Salesforce. com, Inc. and children’s clothing company Hanna Andersson are facing a federal court lawsuit that is among the first to cite the new California Consumer Data Privacy Act that went into effect in January.

In its preliminary 4Q and full-year 2019 sales results this week, Macy’s (M) announced the closure of 125 stores—about 20% of its physical footprint—over the next three years, as well as 2,000 job cuts. These moves come as the retailer continues to grapple with the rising dominance of e-commerce and shifting preferences of shoppers.

The Pentagon has finalized the long-anticipated cybersecurity standards contractors will have to follow before winning contracts from the Department of Defense (DoD), a new process called the Cybersecurity Maturity Model Certification (CMMC) 1.0, according to Fifth Domain.

An FAA inspector general report outlined how Southwest Airlines failed to prioritize safety, and the Federal Aviation Administration (FAA) did not properly conduct oversight of the airline. The criticizes the agency’s oversight of the carrier as lax, ineffective, and inconsistent, according to a WSJ article.

Boeing (BA) reported its first annual loss since 1997 as 737 MAX costs approach $19 billion. However, shareholder value losses have been far greater, losing about 25% of value since the March 2019 Ethiopian Airlines crash. The company is now in the midst of complicated and potentially costly compensation talks with airline customers like American Airlines. These customers have felt the direct effects of the MAX grounding and believe that BA, not their shareholders, should be on the hook for the crisis.

On January 27, the Securities and Exchange Commission’s Office of Compliance Inspections and Examinations (OCIE) issued examination observations. The document outlines a series of approaches taken by market participants in areas including governance and risk management, access rights and controls, data loss prevention, resiliency, vendor management, and training and awareness.

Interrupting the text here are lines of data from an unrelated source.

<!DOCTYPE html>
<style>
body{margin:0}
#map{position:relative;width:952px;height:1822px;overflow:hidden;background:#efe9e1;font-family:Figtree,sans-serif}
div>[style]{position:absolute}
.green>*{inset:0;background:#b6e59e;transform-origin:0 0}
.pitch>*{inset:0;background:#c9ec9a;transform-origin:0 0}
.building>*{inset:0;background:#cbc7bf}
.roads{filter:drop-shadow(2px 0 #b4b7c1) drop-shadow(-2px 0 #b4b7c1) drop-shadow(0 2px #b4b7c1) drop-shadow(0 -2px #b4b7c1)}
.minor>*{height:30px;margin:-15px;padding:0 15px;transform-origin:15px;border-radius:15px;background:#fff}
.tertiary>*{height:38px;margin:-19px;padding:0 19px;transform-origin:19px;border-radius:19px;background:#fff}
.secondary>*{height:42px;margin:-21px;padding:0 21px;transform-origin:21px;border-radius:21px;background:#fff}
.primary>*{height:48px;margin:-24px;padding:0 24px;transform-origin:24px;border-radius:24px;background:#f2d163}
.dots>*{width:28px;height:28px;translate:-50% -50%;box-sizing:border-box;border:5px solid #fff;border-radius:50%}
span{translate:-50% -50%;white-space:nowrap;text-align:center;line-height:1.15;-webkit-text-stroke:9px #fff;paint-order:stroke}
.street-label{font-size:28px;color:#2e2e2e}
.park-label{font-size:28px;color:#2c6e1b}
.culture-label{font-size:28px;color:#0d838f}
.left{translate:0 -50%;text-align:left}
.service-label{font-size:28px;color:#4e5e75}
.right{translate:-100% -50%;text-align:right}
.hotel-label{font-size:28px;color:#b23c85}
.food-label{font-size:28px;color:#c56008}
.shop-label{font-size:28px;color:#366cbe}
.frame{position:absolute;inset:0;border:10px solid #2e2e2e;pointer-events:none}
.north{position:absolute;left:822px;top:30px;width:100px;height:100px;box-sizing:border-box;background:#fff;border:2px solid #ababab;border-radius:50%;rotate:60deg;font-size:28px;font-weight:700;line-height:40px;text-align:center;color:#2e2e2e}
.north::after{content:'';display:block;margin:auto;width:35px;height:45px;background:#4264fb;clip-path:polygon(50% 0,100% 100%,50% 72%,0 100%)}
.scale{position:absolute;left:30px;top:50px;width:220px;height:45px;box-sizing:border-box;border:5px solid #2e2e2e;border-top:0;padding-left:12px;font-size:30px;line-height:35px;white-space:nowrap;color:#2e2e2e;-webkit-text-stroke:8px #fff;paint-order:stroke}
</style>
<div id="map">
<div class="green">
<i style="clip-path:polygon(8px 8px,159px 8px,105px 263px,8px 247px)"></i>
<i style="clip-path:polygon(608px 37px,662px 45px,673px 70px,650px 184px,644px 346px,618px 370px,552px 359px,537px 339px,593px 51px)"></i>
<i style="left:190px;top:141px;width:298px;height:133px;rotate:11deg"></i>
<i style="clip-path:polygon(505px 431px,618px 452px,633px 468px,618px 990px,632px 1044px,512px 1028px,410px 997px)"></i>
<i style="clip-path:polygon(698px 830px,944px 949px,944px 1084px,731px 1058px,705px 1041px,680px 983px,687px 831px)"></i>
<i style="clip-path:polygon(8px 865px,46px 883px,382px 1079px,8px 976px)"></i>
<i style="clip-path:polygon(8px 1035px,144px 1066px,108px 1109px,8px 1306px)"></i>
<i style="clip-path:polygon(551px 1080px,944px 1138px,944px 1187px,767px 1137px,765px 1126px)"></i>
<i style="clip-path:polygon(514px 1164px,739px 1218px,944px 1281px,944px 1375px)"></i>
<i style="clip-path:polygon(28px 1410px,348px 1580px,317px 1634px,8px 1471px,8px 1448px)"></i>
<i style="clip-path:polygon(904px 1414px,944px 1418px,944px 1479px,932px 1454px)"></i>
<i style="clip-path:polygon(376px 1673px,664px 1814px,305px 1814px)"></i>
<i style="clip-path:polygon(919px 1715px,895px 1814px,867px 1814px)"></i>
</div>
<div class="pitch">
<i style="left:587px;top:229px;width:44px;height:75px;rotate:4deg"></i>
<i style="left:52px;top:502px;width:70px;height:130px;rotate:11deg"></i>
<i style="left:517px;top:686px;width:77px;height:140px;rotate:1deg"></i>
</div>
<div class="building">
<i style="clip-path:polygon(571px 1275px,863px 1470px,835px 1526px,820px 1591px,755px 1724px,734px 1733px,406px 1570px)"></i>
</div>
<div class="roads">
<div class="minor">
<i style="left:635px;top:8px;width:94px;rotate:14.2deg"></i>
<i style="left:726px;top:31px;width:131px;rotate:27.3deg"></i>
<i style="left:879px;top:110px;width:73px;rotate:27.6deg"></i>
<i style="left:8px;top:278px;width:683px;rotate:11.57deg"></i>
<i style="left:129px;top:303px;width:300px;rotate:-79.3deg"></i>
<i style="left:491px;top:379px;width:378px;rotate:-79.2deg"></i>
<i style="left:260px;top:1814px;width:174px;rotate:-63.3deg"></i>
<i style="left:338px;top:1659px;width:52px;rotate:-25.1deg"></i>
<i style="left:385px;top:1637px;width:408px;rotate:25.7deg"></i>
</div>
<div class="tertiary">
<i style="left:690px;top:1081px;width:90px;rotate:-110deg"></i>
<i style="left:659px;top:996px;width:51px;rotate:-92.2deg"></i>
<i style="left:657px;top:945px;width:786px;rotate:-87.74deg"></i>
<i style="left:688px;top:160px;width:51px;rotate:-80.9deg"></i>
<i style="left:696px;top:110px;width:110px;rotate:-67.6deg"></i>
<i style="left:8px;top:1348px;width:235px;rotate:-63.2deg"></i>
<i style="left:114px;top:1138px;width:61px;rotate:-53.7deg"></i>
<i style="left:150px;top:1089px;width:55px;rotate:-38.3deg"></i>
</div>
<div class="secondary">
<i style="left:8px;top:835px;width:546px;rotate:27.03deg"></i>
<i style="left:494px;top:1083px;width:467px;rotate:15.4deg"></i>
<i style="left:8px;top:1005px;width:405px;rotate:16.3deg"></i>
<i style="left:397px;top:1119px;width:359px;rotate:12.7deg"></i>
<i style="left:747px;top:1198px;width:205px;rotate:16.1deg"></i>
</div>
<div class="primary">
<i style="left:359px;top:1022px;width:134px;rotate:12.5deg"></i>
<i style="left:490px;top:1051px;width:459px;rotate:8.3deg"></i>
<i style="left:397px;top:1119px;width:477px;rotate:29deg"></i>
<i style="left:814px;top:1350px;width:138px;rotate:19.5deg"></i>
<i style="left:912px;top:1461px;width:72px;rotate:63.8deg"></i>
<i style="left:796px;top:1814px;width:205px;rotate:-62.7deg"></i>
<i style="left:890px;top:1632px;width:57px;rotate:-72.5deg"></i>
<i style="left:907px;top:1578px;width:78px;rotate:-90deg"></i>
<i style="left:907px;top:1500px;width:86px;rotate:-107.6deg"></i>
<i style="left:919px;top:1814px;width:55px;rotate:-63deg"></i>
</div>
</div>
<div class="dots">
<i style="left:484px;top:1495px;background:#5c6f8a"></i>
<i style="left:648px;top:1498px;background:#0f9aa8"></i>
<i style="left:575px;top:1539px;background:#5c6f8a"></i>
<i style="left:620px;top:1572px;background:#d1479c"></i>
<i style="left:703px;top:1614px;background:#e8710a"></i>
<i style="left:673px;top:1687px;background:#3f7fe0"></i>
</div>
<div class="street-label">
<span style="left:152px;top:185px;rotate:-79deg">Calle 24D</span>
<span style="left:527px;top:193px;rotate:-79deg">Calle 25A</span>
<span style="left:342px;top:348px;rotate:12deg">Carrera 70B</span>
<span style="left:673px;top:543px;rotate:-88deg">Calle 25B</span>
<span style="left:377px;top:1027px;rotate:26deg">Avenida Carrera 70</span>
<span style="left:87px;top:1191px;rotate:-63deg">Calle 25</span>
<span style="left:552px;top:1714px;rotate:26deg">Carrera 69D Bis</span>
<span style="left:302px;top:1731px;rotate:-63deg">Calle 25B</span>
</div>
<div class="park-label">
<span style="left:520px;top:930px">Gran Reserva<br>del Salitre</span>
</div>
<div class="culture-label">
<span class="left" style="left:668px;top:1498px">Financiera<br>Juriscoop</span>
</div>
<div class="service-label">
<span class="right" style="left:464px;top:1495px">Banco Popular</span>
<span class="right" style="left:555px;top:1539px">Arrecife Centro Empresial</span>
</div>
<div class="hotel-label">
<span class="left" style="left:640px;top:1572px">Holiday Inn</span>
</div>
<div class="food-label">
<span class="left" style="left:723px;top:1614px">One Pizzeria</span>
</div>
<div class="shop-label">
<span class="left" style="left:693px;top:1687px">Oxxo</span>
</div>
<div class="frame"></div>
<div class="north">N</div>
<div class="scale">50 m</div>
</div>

A WSJ profile of Target CIO Michael McNamara outlined the retail giant’s shift in IT strategy following the damaging 2014 data breach—from outsourcing functions like software development to hiring more in-house technologists, or what the industry refers to as “in-sourcing.”

Citrix—one of the world’s largest networking and remote access technology companies—announced patches for a known vulnerability more than one month after it was announced. It is a $15BN company that more than 400,000 companies, including many of the Fortune 500, rely upon to keep their data safe and networks secure.

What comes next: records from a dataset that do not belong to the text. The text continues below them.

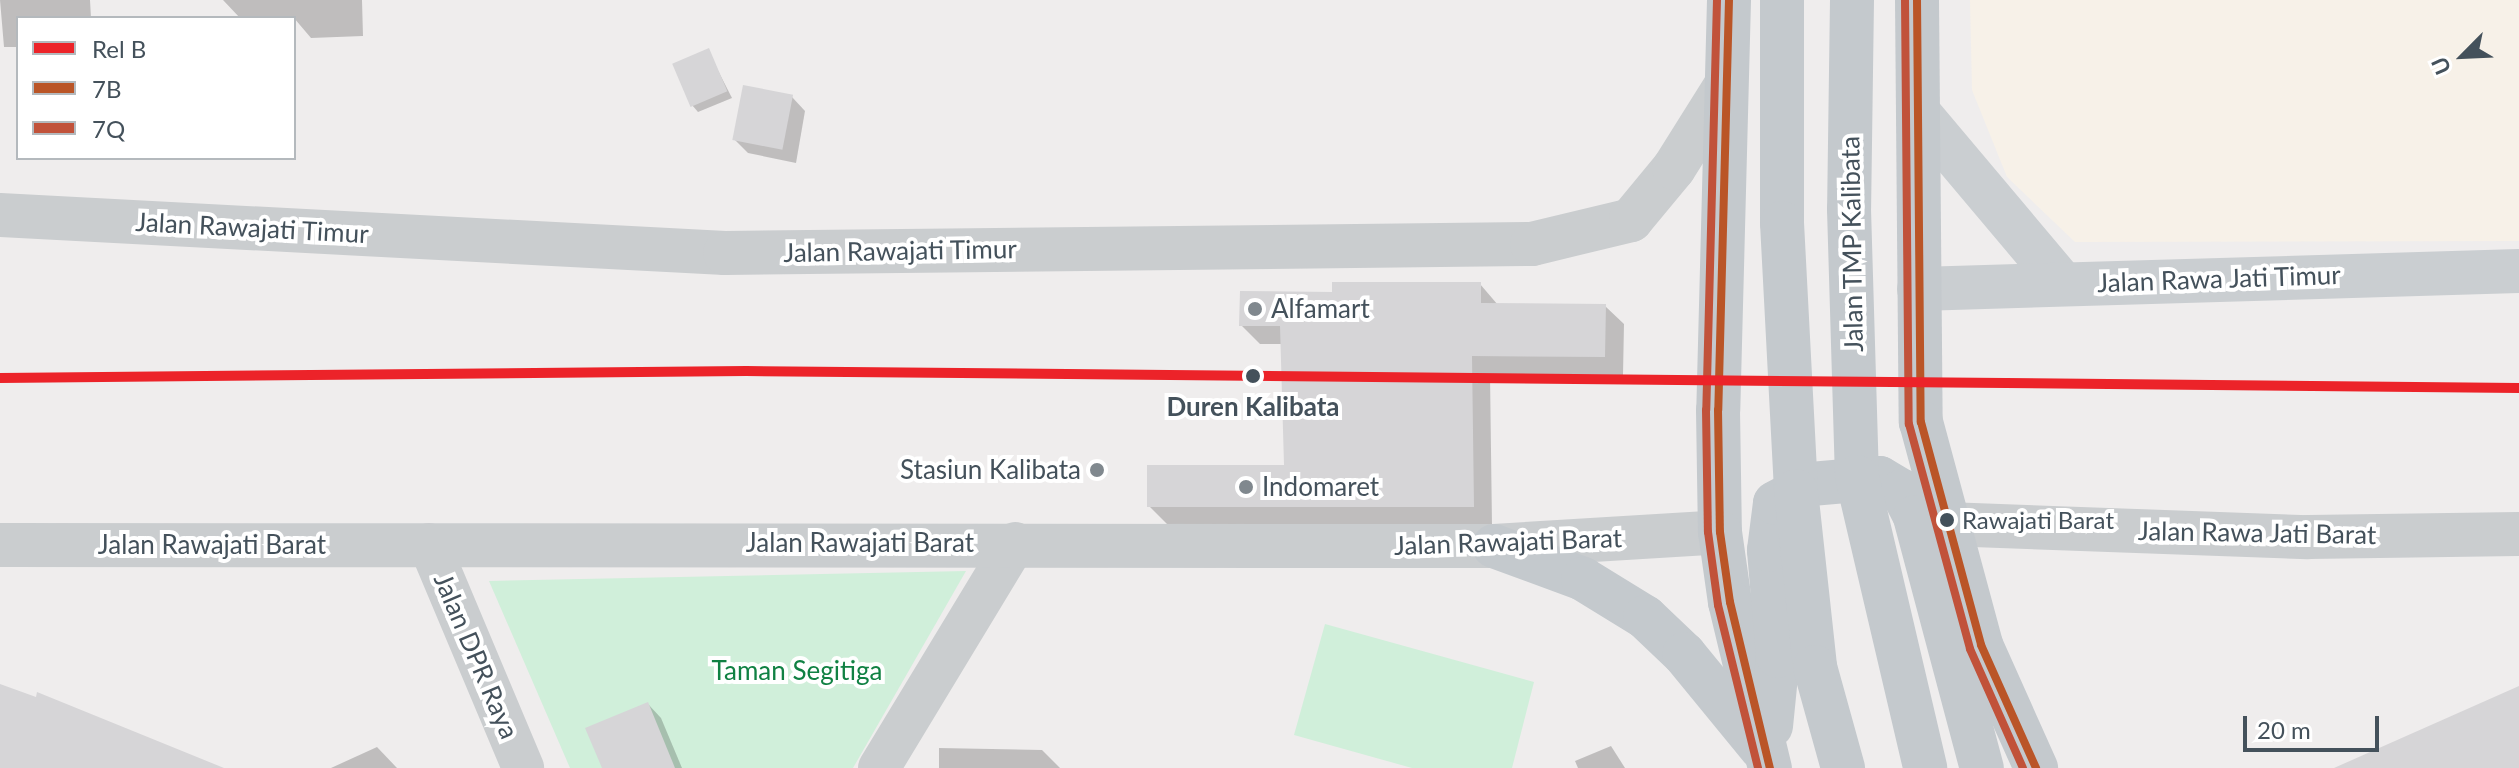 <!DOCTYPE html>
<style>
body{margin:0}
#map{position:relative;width:2519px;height:768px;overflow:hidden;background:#efeded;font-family:Lato,sans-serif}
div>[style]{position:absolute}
.commercial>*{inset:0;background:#f7f1e8}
.green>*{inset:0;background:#d0efda}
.shadow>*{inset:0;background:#0003}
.building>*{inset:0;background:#d6d5d7;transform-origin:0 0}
.minor>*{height:42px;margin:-21px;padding:0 21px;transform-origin:21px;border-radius:21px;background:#cacdcf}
.tertiary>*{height:44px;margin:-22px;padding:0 22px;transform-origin:22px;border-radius:22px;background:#cacdcf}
.secondary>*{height:44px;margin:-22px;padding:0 22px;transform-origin:22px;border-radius:22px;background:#caced1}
.primary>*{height:44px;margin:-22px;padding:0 22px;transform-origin:22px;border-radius:22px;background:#c4c9cd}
.primary-bridge>*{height:44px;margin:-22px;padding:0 22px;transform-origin:22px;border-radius:22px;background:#c4c9cd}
.bus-1>*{height:8px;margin:-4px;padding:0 4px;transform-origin:4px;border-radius:4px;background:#ba5527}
.bus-2>*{height:8px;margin:-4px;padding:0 4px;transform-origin:4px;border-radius:4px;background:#c1523a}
.rail-1>*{height:10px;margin:-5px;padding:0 5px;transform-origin:5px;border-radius:5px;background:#ec2329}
.dots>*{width:22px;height:22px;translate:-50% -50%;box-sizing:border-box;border:4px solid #fff;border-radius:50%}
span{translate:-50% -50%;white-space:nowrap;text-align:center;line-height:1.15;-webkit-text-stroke:8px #fff;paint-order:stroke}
.bus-label{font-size:24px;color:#44515b}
.left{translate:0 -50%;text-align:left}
.street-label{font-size:26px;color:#44515b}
.poi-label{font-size:26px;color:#44515b}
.right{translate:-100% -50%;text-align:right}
.stop-label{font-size:26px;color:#44515b;font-weight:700}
.park-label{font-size:26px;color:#108143}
.legend{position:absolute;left:16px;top:16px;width:280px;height:144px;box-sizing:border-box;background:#fff;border:2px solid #b4b9bd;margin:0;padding:10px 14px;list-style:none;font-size:24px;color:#44515b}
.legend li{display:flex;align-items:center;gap:16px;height:40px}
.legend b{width:40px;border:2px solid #b4b9bd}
.north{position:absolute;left:2423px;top:16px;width:80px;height:80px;-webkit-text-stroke:6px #fff;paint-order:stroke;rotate:246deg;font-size:22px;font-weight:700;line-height:32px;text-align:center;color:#44515b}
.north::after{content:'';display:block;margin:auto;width:28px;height:36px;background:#44515b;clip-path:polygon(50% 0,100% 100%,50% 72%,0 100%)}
.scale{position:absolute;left:2243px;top:716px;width:136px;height:36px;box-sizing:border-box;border:4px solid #44515b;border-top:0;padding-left:10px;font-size:24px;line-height:28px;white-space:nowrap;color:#44515b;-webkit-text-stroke:6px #fff;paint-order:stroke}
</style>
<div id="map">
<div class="commercial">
<i style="clip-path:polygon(1970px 0,2519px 0,2519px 241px,2075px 242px,2007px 177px,1972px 90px)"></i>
</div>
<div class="green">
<i style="clip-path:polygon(966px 571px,853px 768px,570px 768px,489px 581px)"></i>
<i style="clip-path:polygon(1325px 624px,1534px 682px,1512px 768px,1412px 768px,1294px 735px)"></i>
</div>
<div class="shadow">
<i style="clip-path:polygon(0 0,90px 0,91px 18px,18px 18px,18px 47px,4px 47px)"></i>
<i style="clip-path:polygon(362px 0,363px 36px,311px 38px,294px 18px,240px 18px,223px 0)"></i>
<i style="clip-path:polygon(708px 51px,732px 98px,698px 112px,692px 105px)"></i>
<i style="clip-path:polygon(792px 97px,805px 111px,796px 163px,748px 153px,734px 139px)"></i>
<i style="clip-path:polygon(1480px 284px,1498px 305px,1605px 306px,1624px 324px,1623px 375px,1490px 374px,1492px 525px,1168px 525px,1149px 506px,1286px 467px,1283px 344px,1260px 344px,1241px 325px,1334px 294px)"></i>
<i style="clip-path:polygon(648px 704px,661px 718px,682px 768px,604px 768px)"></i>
<i style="clip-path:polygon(1611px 746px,1625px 768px,1578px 768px,1575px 761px)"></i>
<i style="clip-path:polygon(377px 747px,397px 768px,331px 768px)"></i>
<i style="clip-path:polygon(939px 748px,1042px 750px,1060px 768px,939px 768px)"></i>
</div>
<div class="building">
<i style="left:709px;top:48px;width:47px;height:40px;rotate:67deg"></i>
<i style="left:743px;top:85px;width:51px;height:56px;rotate:11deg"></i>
<i style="clip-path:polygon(1332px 282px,1481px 282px,1481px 303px,1606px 304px,1605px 357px,1472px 356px,1474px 507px,1147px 507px,1147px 465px,1284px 465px,1280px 326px,1239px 326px,1240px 291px,1332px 292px)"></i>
<i style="clip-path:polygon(0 684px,36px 697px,37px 692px,224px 768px,0 768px)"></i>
<i style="clip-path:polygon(2519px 686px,2519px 768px,2334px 768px)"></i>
<i style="clip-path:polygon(648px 702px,675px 768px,602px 768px,585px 728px)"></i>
</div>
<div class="minor">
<i style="left:429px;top:544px;width:243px;rotate:67.2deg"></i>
<i style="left:879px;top:768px;width:263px;rotate:-58.8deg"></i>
</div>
<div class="tertiary">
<i style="left:0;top:215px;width:726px;rotate:3deg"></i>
<i style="left:725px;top:253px;width:807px;rotate:-0.64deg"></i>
<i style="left:1532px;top:244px;width:102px;rotate:-13.6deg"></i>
<i style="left:1631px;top:220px;width:67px;rotate:-50.4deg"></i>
<i style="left:1674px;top:168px;width:98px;rotate:-57.9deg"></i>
<i style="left:1946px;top:524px;width:362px;rotate:2.1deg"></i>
<i style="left:2308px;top:537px;width:211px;rotate:-0.8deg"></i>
<i style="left:0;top:545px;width:1494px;rotate:0.04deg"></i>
<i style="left:1494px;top:546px;width:226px;rotate:-3.5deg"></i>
</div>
<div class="secondary">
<i style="left:1918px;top:112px;width:225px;rotate:49.9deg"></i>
<i style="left:1919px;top:289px;width:600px;rotate:-1.72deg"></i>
</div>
<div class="primary">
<i style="left:1729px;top:0;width:410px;rotate:91.5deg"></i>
<i style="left:1718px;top:410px;width:122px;rotate:89.1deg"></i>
<i style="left:1720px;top:532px;width:71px;rotate:81.9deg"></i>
<i style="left:1730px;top:602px;width:171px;rotate:76.5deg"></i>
<i style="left:1917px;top:0;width:422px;rotate:89.5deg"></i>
<i style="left:1921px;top:422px;width:231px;rotate:74.9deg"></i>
<i style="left:1981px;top:645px;width:135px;rotate:65.9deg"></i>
<i style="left:1494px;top:546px;width:95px;rotate:20.3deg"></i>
<i style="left:1583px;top:579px;width:73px;rotate:31.5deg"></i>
<i style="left:1645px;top:617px;width:54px;rotate:43.5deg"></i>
<i style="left:1684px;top:654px;width:122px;rotate:50.7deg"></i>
<i style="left:1771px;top:726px;width:70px;rotate:-84.3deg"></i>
<i style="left:1778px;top:656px;width:106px;rotate:-94.9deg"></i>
<i style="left:1769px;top:550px;width:47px;rotate:-82.7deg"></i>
<i style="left:1775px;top:503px;width:41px;rotate:-27.8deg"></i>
<i style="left:1811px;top:484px;width:69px;rotate:-5deg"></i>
<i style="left:1880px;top:478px;width:26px;rotate:31deg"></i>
<i style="left:1902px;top:491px;width:29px;rotate:63deg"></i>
<i style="left:1915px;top:517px;width:260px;rotate:75.1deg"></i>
</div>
<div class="primary-bridge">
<i style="left:1782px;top:0;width:223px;rotate:90deg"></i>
<i style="left:1782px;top:223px;width:268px;rotate:87deg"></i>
<i style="left:1796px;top:491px;width:177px;rotate:83.8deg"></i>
<i style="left:1815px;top:667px;width:105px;rotate:74.5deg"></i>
<i style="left:1852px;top:0;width:209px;rotate:90.8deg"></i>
<i style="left:1849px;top:209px;width:268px;rotate:88.3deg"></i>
<i style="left:1857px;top:477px;width:299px;rotate:76.8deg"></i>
</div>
<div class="bus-1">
<i style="left:1729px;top:0;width:410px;rotate:91.5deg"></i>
<i style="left:1718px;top:410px;width:122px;rotate:89.1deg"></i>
<i style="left:1720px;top:532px;width:71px;rotate:81.9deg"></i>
<i style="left:1730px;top:602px;width:171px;rotate:76.5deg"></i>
<i style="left:1917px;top:0;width:422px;rotate:89.5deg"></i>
<i style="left:1921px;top:422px;width:231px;rotate:74.9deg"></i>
<i style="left:1981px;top:645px;width:135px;rotate:65.9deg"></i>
</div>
<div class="bus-2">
<i style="left:1717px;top:0;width:410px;rotate:91.5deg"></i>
<i style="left:1706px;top:410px;width:122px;rotate:89.1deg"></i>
<i style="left:1708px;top:532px;width:74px;rotate:82.2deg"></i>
<i style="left:1718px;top:605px;width:168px;rotate:76.2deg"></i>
<i style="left:1905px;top:0;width:424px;rotate:89.5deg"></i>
<i style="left:1909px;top:424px;width:233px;rotate:74.8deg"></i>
<i style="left:1970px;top:649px;width:130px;rotate:66deg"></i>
</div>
<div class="rail-1">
<i style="left:0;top:378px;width:746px;rotate:-0.54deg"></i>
<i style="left:746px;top:371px;width:1773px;rotate:0.55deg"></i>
</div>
<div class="dots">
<i style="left:1255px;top:309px;background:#80888e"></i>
<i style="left:1253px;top:376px;background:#44515b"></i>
<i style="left:1097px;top:470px;background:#80888e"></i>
<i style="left:1246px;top:487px;background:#80888e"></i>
<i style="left:1947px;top:520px;background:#44515b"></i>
</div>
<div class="bus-label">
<span class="left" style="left:1962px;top:520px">Rawajati Barat</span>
</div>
<div class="street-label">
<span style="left:252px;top:228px;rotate:3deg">Jalan Rawajati Timur</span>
<span style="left:1852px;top:244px;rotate:-91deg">Jalan TMP Kalibata</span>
<span style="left:900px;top:251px;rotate:-1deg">Jalan Rawajati Timur</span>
<span style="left:2219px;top:279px;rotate:-2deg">Jalan Rawa Jati Timur</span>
<span style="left:2257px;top:533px;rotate:1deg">Jalan Rawa Jati Barat</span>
<span style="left:1508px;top:542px;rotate:-2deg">Jalan Rawajati Barat</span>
<span style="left:860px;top:543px">Jalan Rawajati Barat</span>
<span style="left:212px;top:545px">Jalan Rawajati Barat</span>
<span style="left:476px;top:656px;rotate:67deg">Jalan DPR Raya</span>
</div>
<div class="poi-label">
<span class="left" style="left:1271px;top:309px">Alfamart</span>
<span class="right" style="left:1081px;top:470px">Stasiun Kalibata</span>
<span class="left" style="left:1262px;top:487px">Indomaret</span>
</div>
<div class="stop-label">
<span style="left:1253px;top:407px">Duren Kalibata</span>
</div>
<div class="park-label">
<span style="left:797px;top:671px">Taman Segitiga</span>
</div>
<ul class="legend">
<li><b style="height:10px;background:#ec2329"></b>Rel B</li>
<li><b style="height:10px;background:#ba5527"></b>7B</li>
<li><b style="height:10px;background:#c1523a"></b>7Q</li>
</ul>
<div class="north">U</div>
<div class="scale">20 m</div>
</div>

In the lead-up to its Annual Meeting a World Economic Forum (WEF) note outlines in some detail the steps that boards and C-suites should take to better tackle cybersecurity risk—a top-five risk in its 2020 Global Risks Report. The report poses the question, beyond the rising damage caused by cyber breaches, what incentives for investment and improved approaches exist? Though an increasing number of market players such as insurers and ratings firms are getting in the fray, “coherence, however, is still missing,” according to WEF.